* **Extracted entries**
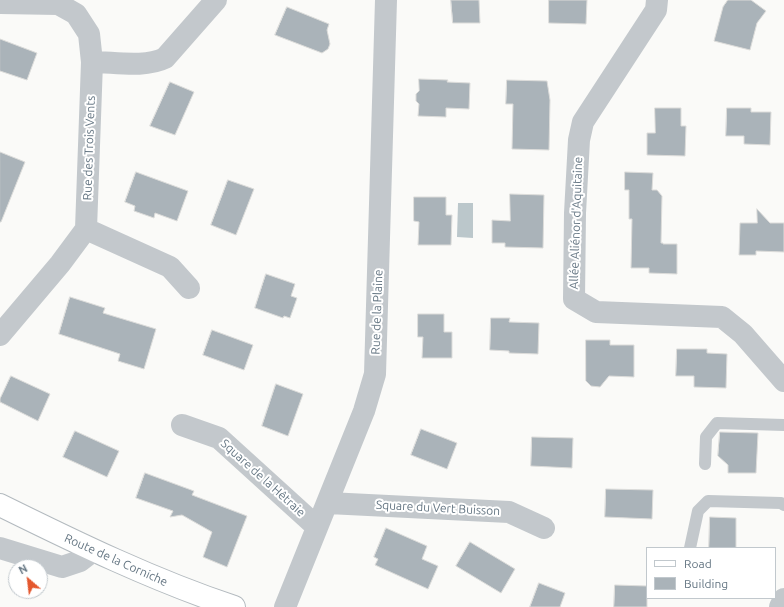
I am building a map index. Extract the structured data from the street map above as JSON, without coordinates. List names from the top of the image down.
{
  "streets": {
    "street": [
      "Rue des Trois Vents",
      "Allée Aliénor d'Aquitaine",
      "Rue de la Plaine",
      "Square de la Hêtraie",
      "Square du Vert Buisson",
      "Route de la Corniche"
    ]
  },
  "crossings": [
    ["Rue de la Plaine", "Square de la Hêtraie"],
    ["Rue de la Plaine", "Square du Vert Buisson"]
  ],
  "legend": ["Road", "Building"],
  "north": "top left"
}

* **Required work**
Only the pictures are to be left out; everything else in the entries above must be duplicated exactly.

* **Answer space**
I am building a map index. Extract the structured data from the street map above as JSON, without coordinates. List names from the top of the image down.
{
  "streets": {
    "street": [
      "Rue des Trois Vents",
      "Allée Aliénor d'Aquitaine",
      "Rue de la Plaine",
      "Square de la Hêtraie",
      "Square du Vert Buisson",
      "Route de la Corniche"
    ]
  },
  "crossings": [
    ["Rue de la Plaine", "Square de la Hêtraie"],
    ["Rue de la Plaine", "Square du Vert Buisson"]
  ],
  "legend": ["Road", "Building"],
  "north": "top left"
}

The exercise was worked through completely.